__Activity__.
Count the lines in the following data that include "image". Please write only the number.

__Dataset__.

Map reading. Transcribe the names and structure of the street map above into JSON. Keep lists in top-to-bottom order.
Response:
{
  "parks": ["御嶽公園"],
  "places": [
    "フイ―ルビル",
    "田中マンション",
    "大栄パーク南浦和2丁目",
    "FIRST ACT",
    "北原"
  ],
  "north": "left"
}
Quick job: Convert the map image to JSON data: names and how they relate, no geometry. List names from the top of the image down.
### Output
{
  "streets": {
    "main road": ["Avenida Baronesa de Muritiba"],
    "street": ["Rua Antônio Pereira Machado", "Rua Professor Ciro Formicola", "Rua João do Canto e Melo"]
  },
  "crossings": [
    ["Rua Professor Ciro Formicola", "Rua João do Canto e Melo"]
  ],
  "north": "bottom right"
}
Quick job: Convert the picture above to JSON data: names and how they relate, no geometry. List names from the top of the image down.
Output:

==

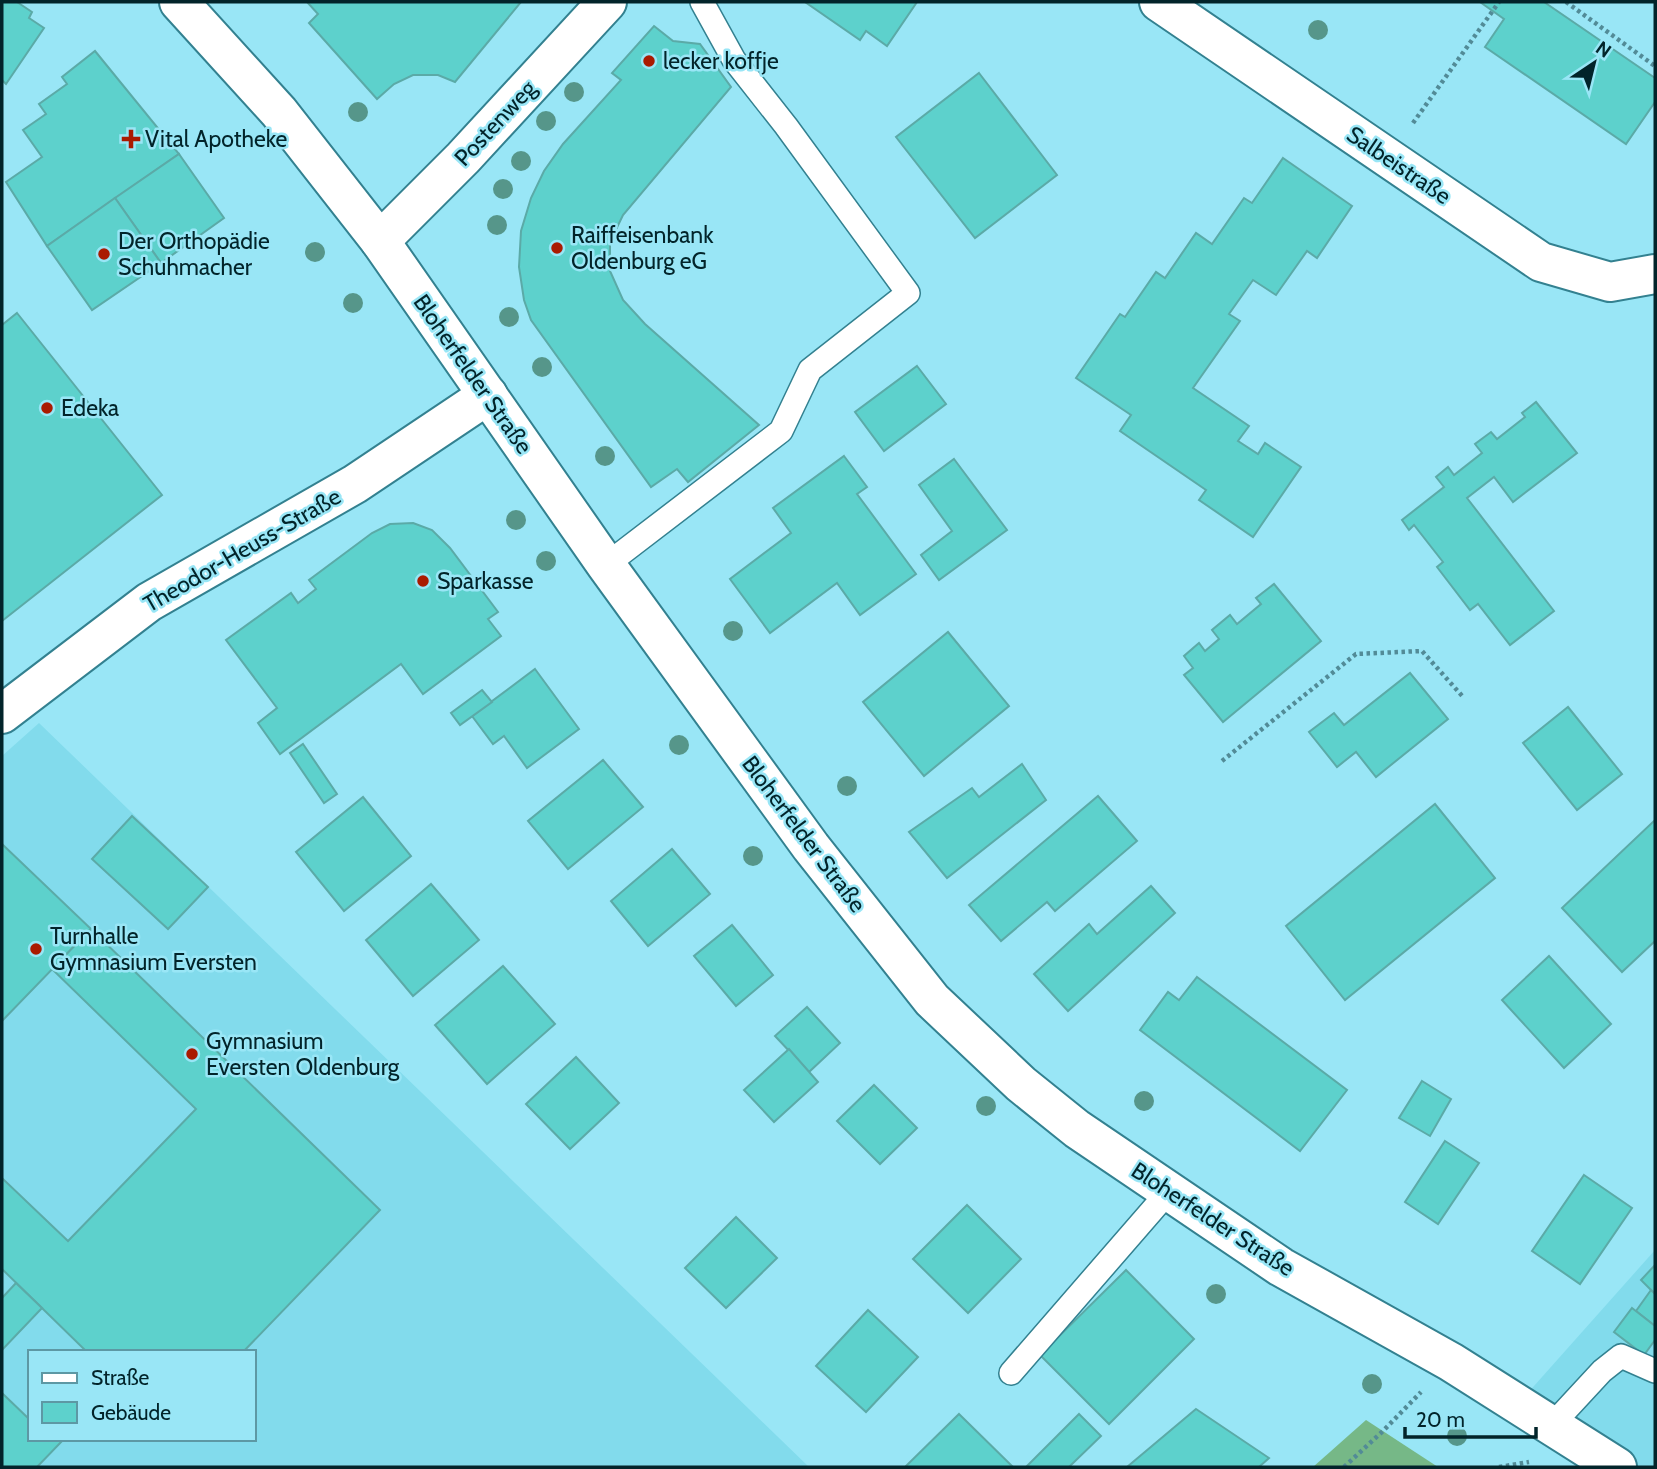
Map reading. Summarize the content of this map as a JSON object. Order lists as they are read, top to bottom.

__Solution to this exercise__.
2